Assignment
Every entry must be reproduced word for word.

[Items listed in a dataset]
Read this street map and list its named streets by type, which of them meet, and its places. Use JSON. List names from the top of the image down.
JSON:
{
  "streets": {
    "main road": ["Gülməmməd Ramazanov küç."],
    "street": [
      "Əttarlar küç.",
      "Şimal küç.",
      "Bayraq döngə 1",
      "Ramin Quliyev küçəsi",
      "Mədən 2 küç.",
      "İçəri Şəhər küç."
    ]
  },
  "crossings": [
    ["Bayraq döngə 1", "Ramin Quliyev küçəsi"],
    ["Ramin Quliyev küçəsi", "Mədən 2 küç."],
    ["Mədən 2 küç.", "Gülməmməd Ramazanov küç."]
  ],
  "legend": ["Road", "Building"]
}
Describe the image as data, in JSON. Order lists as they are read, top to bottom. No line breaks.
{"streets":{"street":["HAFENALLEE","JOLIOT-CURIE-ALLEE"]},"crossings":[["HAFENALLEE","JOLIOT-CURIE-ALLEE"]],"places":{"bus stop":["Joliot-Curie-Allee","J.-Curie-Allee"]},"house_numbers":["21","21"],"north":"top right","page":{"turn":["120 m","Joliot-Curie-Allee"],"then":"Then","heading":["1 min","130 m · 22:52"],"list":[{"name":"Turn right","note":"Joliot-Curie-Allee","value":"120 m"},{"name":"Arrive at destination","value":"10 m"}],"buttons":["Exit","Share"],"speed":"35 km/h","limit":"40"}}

Result
Read this street map and list its named streets by type, which of them meet, and its places. Use JSON. List names from the top of the image down.
JSON:
{
  "streets": {
    "main road": ["Gülməmməd Ramazanov küç."],
    "street": [
      "Əttarlar küç.",
      "Şimal küç.",
      "Bayraq döngə 1",
      "Ramin Quliyev küçəsi",
      "Mədən 2 küç.",
      "İçəri Şəhər küç."
    ]
  },
  "crossings": [
    ["Bayraq döngə 1", "Ramin Quliyev küçəsi"],
    ["Ramin Quliyev küçəsi", "Mədən 2 küç."],
    ["Mədən 2 küç.", "Gülməmməd Ramazanov küç."]
  ],
  "legend": ["Road", "Building"]
}
Describe the image as data, in JSON. Order lists as they are read, top to bottom. No line breaks.
{"streets":{"street":["HAFENALLEE","JOLIOT-CURIE-ALLEE"]},"crossings":[["HAFENALLEE","JOLIOT-CURIE-ALLEE"]],"places":{"bus stop":["Joliot-Curie-Allee","J.-Curie-Allee"]},"house_numbers":["21","21"],"north":"top right","page":{"turn":["120 m","Joliot-Curie-Allee"],"then":"Then","heading":["1 min","130 m · 22:52"],"list":[{"name":"Turn right","note":"Joliot-Curie-Allee","value":"120 m"},{"name":"Arrive at destination","value":"10 m"}],"buttons":["Exit","Share"],"speed":"35 km/h","limit":"40"}}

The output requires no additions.